MATERIAL FOR THIS TASK |
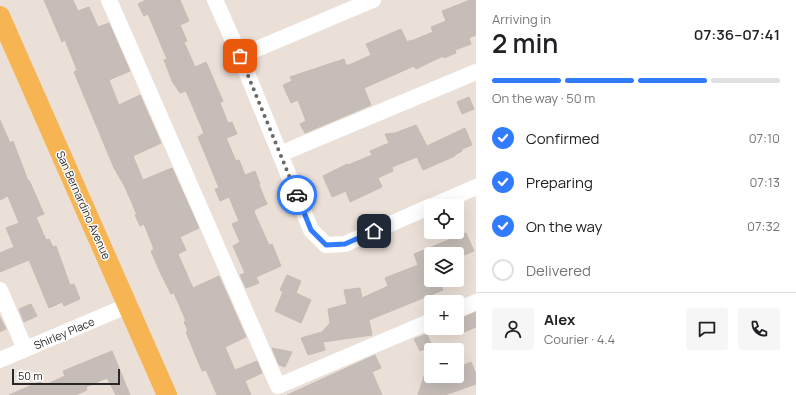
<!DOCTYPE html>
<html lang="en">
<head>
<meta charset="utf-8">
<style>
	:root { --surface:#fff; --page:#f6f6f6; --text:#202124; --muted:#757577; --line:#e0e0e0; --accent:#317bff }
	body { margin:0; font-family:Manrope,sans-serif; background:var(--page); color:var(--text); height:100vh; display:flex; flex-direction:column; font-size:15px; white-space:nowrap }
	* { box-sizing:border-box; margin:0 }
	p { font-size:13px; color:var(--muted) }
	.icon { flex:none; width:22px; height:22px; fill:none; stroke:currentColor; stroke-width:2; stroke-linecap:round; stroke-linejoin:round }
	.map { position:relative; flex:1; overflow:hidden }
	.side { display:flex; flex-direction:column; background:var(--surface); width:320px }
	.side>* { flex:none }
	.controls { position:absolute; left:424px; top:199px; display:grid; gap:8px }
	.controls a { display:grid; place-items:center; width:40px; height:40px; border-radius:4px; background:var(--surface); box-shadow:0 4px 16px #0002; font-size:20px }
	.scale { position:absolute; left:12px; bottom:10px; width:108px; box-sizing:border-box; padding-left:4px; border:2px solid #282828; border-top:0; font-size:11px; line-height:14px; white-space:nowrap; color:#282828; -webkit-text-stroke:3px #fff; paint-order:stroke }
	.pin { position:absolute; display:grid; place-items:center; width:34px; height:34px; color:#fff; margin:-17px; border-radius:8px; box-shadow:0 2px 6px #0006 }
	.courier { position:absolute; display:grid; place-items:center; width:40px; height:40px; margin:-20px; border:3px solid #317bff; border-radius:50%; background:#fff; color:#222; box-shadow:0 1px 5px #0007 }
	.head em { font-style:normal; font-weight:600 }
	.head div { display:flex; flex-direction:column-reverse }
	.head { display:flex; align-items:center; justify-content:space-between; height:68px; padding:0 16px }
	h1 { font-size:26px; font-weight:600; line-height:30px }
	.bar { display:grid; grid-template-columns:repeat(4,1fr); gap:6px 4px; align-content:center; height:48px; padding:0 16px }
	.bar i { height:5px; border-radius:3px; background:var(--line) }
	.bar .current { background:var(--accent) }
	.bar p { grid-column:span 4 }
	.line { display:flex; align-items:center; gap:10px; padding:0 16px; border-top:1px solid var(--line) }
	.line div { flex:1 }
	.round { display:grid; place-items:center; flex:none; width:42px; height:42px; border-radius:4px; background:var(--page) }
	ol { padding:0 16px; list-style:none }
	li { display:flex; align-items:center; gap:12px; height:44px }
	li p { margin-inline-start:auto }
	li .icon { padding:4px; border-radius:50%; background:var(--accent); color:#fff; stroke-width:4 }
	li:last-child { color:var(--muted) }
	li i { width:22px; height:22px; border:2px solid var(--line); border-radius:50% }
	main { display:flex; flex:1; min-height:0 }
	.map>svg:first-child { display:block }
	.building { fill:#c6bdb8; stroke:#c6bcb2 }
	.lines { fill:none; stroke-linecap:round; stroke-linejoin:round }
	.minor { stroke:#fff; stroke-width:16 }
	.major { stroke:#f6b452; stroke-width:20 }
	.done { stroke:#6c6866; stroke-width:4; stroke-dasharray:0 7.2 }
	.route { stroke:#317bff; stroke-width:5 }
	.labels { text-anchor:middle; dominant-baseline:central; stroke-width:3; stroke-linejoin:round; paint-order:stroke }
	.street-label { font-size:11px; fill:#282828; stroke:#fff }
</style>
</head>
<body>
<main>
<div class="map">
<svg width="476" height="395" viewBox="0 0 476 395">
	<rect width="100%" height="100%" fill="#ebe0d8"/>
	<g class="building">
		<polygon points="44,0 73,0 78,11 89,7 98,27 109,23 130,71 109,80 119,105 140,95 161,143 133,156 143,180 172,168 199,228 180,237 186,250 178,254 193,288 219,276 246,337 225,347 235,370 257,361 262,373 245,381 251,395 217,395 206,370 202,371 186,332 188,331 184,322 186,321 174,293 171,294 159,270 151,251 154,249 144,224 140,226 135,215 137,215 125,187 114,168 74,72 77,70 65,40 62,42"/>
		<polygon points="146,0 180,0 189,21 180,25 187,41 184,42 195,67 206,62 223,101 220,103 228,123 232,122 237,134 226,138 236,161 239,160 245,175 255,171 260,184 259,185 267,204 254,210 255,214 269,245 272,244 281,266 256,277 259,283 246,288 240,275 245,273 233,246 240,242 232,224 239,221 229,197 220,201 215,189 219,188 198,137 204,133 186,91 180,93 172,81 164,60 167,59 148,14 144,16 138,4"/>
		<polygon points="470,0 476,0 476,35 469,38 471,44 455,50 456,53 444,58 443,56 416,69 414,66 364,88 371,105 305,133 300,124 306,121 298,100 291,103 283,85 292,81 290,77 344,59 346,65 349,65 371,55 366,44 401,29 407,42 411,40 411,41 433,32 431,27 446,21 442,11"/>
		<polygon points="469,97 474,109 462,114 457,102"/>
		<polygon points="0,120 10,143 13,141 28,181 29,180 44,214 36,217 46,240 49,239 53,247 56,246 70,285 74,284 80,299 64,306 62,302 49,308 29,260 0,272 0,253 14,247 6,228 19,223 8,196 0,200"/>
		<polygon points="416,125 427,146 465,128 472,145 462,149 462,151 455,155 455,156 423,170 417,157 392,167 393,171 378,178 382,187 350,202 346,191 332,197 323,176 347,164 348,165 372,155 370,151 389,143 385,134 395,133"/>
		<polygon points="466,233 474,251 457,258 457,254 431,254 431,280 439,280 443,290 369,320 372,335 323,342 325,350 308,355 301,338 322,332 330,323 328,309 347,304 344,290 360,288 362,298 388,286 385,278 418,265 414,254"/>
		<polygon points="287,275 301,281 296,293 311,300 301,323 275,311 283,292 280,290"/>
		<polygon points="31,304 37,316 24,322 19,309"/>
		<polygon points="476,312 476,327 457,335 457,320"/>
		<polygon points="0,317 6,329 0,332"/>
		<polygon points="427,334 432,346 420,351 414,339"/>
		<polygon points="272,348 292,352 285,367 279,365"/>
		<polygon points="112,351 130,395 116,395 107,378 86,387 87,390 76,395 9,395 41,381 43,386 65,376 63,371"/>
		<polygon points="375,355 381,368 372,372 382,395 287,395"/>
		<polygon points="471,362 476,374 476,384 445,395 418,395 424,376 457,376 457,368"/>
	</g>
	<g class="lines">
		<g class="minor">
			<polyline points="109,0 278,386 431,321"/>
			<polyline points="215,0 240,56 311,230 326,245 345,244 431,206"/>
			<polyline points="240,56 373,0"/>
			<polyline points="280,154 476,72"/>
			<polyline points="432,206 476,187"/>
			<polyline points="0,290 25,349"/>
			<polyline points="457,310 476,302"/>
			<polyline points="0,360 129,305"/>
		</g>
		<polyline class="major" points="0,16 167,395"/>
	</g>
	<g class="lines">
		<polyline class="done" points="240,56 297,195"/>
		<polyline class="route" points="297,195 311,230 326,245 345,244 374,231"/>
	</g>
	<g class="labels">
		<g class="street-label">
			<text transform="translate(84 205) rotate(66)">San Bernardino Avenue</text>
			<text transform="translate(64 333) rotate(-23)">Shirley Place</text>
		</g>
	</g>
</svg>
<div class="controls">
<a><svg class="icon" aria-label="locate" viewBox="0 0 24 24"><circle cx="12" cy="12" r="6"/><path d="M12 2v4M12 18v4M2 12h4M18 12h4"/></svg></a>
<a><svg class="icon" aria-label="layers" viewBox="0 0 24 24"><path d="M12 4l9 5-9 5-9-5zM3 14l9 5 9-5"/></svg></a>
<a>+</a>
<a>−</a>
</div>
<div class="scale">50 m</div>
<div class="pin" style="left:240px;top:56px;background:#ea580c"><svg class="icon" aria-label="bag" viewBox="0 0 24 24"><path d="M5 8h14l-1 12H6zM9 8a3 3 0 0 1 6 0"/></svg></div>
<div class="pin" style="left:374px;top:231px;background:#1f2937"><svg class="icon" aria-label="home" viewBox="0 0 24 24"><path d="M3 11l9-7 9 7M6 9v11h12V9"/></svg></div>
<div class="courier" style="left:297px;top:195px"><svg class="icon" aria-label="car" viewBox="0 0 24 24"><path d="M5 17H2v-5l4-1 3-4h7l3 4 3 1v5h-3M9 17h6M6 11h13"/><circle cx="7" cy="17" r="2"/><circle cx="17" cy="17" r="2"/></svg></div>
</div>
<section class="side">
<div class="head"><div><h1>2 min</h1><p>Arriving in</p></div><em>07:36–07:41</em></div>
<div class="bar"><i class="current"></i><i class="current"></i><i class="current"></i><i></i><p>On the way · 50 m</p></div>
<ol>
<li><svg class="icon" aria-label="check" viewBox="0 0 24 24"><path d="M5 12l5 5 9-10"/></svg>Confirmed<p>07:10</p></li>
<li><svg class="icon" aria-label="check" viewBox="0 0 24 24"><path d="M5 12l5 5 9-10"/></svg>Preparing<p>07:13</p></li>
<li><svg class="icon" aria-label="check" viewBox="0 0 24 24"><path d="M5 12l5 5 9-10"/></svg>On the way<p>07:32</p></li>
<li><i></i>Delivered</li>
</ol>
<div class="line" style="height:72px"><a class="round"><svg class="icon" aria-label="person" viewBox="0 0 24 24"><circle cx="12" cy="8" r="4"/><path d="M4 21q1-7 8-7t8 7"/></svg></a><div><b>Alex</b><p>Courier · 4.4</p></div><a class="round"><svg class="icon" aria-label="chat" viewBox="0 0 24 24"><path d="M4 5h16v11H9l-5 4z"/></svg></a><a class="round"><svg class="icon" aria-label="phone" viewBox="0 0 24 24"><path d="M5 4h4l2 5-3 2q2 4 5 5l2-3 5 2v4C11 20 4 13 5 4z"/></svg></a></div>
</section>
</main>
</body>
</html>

EXERCISE PROMPT | A single number is the answer here: the count of lines in the material above holding the string "linecap".

RESPONSE AREA | 2